For me, every summer, it's going to be different. I'm going to do the things that I find fulfilling, and I'm going to stop wasting my time with things that don't advance my development as a human being - either intellectually or morally. I'm going to write some college recs before they pile up for the year. And I'm going to focus on designing games, not playing them on my phone or XBox. One summer it was Fallout 3. The next summer it was Fallout 3 - again. This summer it was Marvel's Future Fight, a freemium game about tapping your thumb on your phone to kill bad guys so that you can earn credits to upgrade your hero to kill harder-to-kill bad guys. I played for almost a month (I know because you unlock stuff each day you play!) During that time, I got Captain America to Level 40!
|Good work, soldier!|
In order to do that, I spent about 3 to 4 hours a day playing. That means I spent somewhere in the neighborhood of 100 hours tapping my thumb on a screen to make Steve Rogers punch bad guys. Those 100 hours were time that I wasn't reading, watching something worth watching on TV (sup, The Wire?), designing games, or writing wonderful articles for you, my sweet internet. Hell, it isn't even time spent playing great games that could teach me about great, streamlined game design (sup, Lanterns and Seven 7s?). I wasted 100 hours of my summer.
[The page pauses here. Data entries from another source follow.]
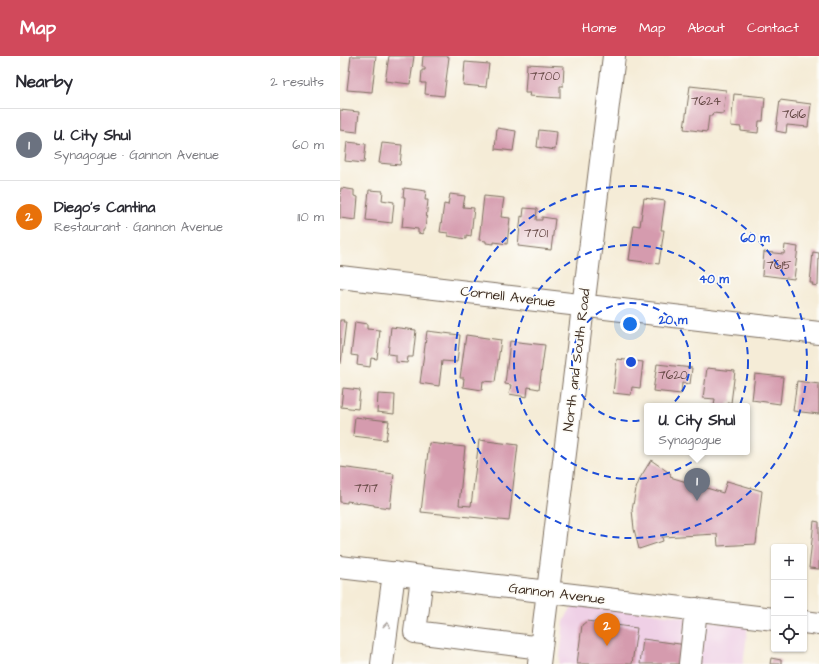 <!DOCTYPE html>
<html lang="en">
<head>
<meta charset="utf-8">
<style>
	body { margin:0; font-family:"Architects Daughter",sans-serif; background:#f2f2f3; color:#2b2b33 }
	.controls { position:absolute; right:12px; bottom:12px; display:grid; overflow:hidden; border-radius:4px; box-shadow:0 1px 3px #0004 }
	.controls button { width:36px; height:36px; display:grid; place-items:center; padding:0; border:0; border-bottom:1px solid #e1e1e2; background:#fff; color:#2b2b33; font:20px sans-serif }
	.you { position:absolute; left:290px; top:268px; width:14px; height:14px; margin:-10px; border:3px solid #fff; border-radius:50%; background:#1a73e8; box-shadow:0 0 0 6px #1a73e833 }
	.badge { display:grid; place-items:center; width:26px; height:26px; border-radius:50%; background:#d1495b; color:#fff; font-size:13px; font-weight:700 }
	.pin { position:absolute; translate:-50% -33px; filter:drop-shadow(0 1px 2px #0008) }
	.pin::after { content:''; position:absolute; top:21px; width:14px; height:12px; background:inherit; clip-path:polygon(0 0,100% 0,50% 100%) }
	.popup { position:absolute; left:304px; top:347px; width:106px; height:52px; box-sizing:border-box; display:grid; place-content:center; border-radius:4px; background:#fff; filter:drop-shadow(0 1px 3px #0005); font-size:13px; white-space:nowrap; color:#7c7c81 }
	.popup b { font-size:15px; color:#2b2b33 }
	.popup::after { content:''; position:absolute; left:50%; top:100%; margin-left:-8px; border:8px solid transparent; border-top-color:#fff }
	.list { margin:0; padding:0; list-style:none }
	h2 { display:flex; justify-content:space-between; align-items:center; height:52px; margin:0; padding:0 16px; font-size:17px }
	h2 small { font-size:13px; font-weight:400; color:#7c7c81 }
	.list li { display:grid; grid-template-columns:26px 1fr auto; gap:12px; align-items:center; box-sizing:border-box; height:72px; padding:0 16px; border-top:1px solid #e1e1e2 }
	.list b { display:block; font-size:15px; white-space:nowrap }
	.list p { margin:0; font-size:13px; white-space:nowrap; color:#7c7c81 }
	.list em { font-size:13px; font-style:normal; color:#7c7c81 }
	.icon { flex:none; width:22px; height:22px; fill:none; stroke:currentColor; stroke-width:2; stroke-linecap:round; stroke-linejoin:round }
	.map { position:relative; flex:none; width:479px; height:608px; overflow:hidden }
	header { display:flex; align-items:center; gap:24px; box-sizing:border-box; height:56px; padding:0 20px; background:#d1495b; color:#fff }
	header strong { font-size:19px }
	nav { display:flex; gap:22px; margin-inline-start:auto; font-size:14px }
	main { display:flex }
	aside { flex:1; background:#fff }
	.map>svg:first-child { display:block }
	.built { fill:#efd0e6 }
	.building { fill:#d59bae }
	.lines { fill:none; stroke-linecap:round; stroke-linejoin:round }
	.minor-casing { stroke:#7c6e5f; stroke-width:24 }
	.minor { stroke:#fff; stroke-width:22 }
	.oneway { stroke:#a79f9a }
	.ring { fill:none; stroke:#1d4ed8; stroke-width:2; stroke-dasharray:7 5 }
	.labels { text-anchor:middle; stroke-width:3.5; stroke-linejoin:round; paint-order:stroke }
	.number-label { font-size:12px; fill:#624642 }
	.street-label { font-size:14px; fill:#3b2a1e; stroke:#fdfcf7 }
	.centre { fill:#1d4ed8; stroke:#fdfcf7; stroke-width:2 }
	.ring-label { font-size:12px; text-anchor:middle; font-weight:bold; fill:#1d4ed8; stroke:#fdfcf7; stroke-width:3.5; stroke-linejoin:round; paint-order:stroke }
</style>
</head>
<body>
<header>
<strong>Map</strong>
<nav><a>Home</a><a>Map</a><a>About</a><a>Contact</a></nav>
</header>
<main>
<aside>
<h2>Nearby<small>2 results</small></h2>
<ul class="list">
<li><span class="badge" style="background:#6b7280">1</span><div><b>U. City Shul</b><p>Synagogue · Gannon Avenue</p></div><em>60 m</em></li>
<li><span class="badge" style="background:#e8710a">2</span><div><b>Diego’s Cantina</b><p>Restaurant · Gannon Avenue</p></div><em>110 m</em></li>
</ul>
</aside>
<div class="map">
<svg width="479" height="608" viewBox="0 0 479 608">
	<rect width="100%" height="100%" fill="#fdfcf7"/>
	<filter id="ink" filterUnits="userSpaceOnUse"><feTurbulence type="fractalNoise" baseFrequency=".025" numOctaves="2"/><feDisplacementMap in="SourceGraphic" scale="8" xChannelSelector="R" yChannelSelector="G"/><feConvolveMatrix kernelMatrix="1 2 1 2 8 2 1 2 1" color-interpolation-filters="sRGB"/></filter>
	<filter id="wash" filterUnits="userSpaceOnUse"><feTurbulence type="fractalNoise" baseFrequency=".012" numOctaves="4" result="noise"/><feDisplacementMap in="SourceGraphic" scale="16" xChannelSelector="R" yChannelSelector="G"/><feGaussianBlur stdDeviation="0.9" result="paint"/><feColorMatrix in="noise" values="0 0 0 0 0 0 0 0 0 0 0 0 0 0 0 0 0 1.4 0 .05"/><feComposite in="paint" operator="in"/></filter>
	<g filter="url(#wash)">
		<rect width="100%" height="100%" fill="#f5ecd7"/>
		<path class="built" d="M 247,548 L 408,570 L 403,608 L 219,608 L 224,566 L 228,557 L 233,551 Z"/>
		<g id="blocks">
			<path class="building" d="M 11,0 L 36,0 L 32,36 L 7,34 Z
				M 49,0 L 74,0 L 70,28 L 45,25 Z
				M 83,0 L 107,0 L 109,1 L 104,40 L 85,38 L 86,27 L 81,27 L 82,14 L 85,14 L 85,11 L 82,11 Z
				M 125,6 L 149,8 L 146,31 L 123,29 Z
				M 187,8 L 224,10 L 223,30 L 220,30 L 220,42 L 189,40 L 190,37 L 185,37 Z
				M 350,30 L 386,34 L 383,58 L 373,57 L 372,60 L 369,60 L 367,76 L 344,73 Z
				M 394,38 L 425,41 L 423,65 L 419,65 L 418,77 L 401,75 L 401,71 L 391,70 Z
				M 440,44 L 471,48 L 468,71 L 447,69 L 446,77 L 436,75 Z
				M 0,54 L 19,56 L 17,76 L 0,74 Z
				M 157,72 L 176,75 L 173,95 L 155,93 Z
				M 199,74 L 217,76 L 215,94 L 197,91 Z
				M 7,86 L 26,88 L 24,107 L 5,105 Z
				M 42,87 L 62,89 L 60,109 L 39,107 Z
				M 1,132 L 14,134 L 14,140 L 18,141 L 16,164 L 0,162 L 0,139 Z
				M 64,132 L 86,135 L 85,144 L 88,144 L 85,174 L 83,174 L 83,178 L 78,177 L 78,173 L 62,171 L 65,141 L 63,141 Z
				M 29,134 L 43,135 L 42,144 L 54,146 L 52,167 L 26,164 Z
				M 110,138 L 125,140 L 123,151 L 134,152 L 131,180 L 126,179 L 126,183 L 108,180 L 108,177 L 100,176 L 104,148 L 108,149 Z
				M 144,140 L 164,142 L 161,161 L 170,162 L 167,188 L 154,186 L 154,188 L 146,187 L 146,185 L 139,184 Z
				M 304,142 L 325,145 L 321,174 L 324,174 L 319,208 L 289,204 L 294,169 L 300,170 Z
				M 184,152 L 197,153 L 196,164 L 202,164 L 202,161 L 215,163 L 211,194 L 178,190 L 181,160 L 183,161 Z
				M 445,189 L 458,191 L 454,223 L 422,219 L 424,196 L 444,198 Z
				M 473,196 L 479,197 L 478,230 L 472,229 L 473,227 L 470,227 Z
				M 0,264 L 4,264 L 3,266 L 6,266 L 1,307 L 0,307 Z
				M 15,266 L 27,268 L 27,273 L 40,274 L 37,303 L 31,302 L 30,311 L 17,309 L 18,300 L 11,299 Z
				M 51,271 L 76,274 L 73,301 L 68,301 L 67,307 L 56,306 L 56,299 L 48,298 Z
				M 87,275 L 120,279 L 117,306 L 102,305 L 99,330 L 80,327 Z
				M 126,279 L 161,284 L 155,326 L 143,325 L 142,334 L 123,331 L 124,322 L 120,322 Z
				M 170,285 L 205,289 L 199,333 L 188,331 L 187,341 L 169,338 L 171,329 L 165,328 Z
				M 277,303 L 303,306 L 300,332 L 292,331 L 291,339 L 273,337 Z
				M 317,308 L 352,312 L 350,328 L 342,327 L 341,338 L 313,335 Z
				M 367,312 L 395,315 L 391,347 L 388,346 L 388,350 L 374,350 L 375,343 L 363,342 Z
				M 415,318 L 443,321 L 440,348 L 412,344 Z
				M 457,325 L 479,328 L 479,358 L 453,355 Z
				M 3,332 L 20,334 L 18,353 L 1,351 Z
				M 38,338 L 55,339 L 54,358 L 37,356 Z
				M 15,361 L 49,365 L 46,384 L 13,380 Z
				M 139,384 L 178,389 L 169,465 L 81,456 L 89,387 L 125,391 L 119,449 L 131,450 Z
				M 311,404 L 331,418 L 330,421 L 383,437 L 387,425 L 422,435 L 416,488 L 378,490 L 377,478 L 322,481 L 323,485 L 299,493 L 294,473 L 292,454 L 296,433 L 300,422 Z
				M 0,411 L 54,418 L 50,452 L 34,450 L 34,449 L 7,445 L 7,447 L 0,446 Z
				M 474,465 L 479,466 L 479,513 L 469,512 Z
				M 247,565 L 297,572 L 292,608 L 237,608 L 242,569 Z
				M 303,583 L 347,589 L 344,608 L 300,608 Z
				M 431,602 L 441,604 L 441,608 L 430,608 Z"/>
		</g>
	</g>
	<g filter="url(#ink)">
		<use href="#blocks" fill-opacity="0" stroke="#7c6e5f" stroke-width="1"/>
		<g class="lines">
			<defs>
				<path id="minor" d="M 0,221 L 479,277
					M 0,511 L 434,563
					M 82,521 L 75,576 L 201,592
					M 464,566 L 479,568
					M 42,608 L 54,517
					M 199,608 L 274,0
					M 350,608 L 356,553"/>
			</defs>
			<use href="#minor" class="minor-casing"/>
			<use href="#minor" class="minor"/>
		</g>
		<defs><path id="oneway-chevron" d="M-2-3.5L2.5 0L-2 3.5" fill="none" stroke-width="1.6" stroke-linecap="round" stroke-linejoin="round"/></defs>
		<use class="oneway" href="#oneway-chevron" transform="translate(47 569) rotate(-83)"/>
	</g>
	<g class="ring">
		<circle cx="291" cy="306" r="59"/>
		<circle cx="291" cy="306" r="117"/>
		<circle cx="291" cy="306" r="176"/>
	</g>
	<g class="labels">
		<g class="number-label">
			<text x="205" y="24">7700</text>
			<text x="366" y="49">7624</text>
			<text x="454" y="62">7616</text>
			<text x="196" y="181">7701</text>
			<text x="439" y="213">7615</text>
			<text x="333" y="323">7620</text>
			<text x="26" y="436">7717</text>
		</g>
		<g class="street-label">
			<text transform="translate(168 240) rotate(7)" y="5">Cornell Avenue</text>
			<text transform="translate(236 304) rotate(-83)" y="5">North and South Road</text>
			<text transform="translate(217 537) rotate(7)" y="5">Gannon Avenue</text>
		</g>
	</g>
	<circle cx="291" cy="306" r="6" class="centre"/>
	<g class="ring-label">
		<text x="415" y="186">60 m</text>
		<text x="374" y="227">40 m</text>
		<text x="333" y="268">20 m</text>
	</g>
</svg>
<div class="controls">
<button>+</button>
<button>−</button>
<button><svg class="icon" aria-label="locate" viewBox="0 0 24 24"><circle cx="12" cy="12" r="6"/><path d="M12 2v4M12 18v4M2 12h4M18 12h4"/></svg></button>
</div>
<div class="you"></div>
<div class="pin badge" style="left:357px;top:445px;background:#6b7280">1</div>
<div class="popup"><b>U. City Shul</b>Synagogue</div>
<div class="pin badge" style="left:267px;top:590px;background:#e8710a">2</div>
</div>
</main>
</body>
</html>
I started the summer by reading articles about how to maximize productivity and/or break out of bad habits. No screen time until you've done 45 minutes of reading, done half an hour of chores, etc. If it works for kids, it would work for me, right? I didn't bother implementing it - because, ultimately, I'm not big on setting up rules. I've used checklists before, but those wind up making me feel scattered. And so, I've played 100 hours of a game on my phone. That's at least six books I didn't read - at least one game I didn't design.
My problem is that as soon as I get bored, I tend to reach for my phone - or pop on Facebook - or something that I can just do for "a few minutes" (that then turns into a few hours). But, boredom actually makes you more creative and more likely to engage in "more meaningful behavior". And, a few days after I read those articles and thought about the hours that I wasted on Marvel Future Fight, I deleted the game. And the following day, I came up with good ideas for two games, one of which is already a playable prototype that I'll be pitching at GenCon.
I've also been watching The Wire this summer, which is eye-opening given the state of affairs in Baltimore over the past year (but that's another story completely), and in the second season, one of the characters is bemoaning the loss of jobs in the area and says, talking about the American people as a whole, "We used to make [things] in this country, build [things]."
And just to be clear, this isn't a diatribe about how our culture is going to die because games on your phone, you darn kids. This isn't some Puritan-influenced rant about the value of productivity, some Jeb Bush nonsense about how we all just need to work harder. I'm talking about making time to read books and create boardgames, people. If I had ancestors who came over on the Mayflower, they'd be rolling in their graves right now. Luckily, I don't.
|"YES!! This one doesn't say 'Levandowski' either!"|
What I'm trying to say is that we have become a culture of consumers, not creators on the whole. Creating something is hard. You work on something for ten hours, fifty hours, two hundred hours, and maybe you have a product at the end, maybe you don't. I've put hours and hours into games that didn't go anywhere. When it comes to consuming things, though, they're made to give you a feeling of satisfaction. When Cap levels up, the screen flashes, "LEVEL UP!" pops up in the corner of the screen, and I get a little rush of dopamine. Good for me.
But for all of the time that I've spent on a creative project that didn't pan out - the unlistenable electronic music I made early in high school, the unreadable novel I wrote at the end of high school - I don't feel like I wasted that time. I have nothing to show for it, but it developed me as a creative person.
So, to wrap up this rambling rant of a post in some sort of helpful fashion, if you want to be a better [insert noun phrase associated with whatever you want do], here are my suggestions:
- Get rid of anything you're obsessed with consuming. If you're like me, anything you tell yourself about limits that you'll be able to impose on yourself or stories you tell yourself about how you're different from what research says - that's all just a lie.
- Give yourself permission to be bored. Those times when your brain is telling you to find something to do are the best times to tell your brain to just wander and think.
- Start creating something. Right now.